◆ Records shown:
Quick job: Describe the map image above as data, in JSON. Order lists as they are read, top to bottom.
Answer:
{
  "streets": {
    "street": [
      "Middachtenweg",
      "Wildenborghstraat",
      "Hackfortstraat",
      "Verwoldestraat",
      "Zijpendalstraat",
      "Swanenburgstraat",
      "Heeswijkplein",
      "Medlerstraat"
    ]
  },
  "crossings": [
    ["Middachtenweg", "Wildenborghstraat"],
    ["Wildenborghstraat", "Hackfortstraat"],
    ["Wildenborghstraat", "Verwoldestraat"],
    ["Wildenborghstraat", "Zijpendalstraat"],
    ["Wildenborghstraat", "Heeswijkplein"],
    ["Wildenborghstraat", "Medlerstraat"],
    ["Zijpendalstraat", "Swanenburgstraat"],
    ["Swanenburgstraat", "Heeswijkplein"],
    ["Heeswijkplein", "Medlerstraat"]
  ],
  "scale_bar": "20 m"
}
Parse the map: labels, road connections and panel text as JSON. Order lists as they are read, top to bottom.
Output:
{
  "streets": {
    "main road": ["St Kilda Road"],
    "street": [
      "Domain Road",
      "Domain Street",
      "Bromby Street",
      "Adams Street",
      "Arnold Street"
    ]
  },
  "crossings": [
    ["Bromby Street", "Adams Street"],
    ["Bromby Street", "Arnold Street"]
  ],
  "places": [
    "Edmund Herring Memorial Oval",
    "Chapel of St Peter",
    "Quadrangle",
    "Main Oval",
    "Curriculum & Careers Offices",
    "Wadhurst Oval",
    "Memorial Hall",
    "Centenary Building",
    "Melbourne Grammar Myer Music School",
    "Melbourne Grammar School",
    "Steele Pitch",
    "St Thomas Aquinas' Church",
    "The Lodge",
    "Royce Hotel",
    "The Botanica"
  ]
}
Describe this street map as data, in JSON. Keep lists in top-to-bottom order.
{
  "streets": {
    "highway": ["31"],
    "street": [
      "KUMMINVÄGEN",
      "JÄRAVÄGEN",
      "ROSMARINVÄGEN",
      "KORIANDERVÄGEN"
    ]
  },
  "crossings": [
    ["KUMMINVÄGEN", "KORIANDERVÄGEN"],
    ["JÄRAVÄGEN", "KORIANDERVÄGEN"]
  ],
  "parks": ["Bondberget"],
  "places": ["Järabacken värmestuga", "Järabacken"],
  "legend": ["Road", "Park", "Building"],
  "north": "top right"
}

◆ What you will do: Return every line of the listing that has the word "they" in it.

◆ Result for this task:
Quick job: Describe the map image above as data, in JSON. Order lists as they are read, top to bottom.
Parse the map: labels, road connections and panel text as JSON. Order lists as they are read, top to bottom.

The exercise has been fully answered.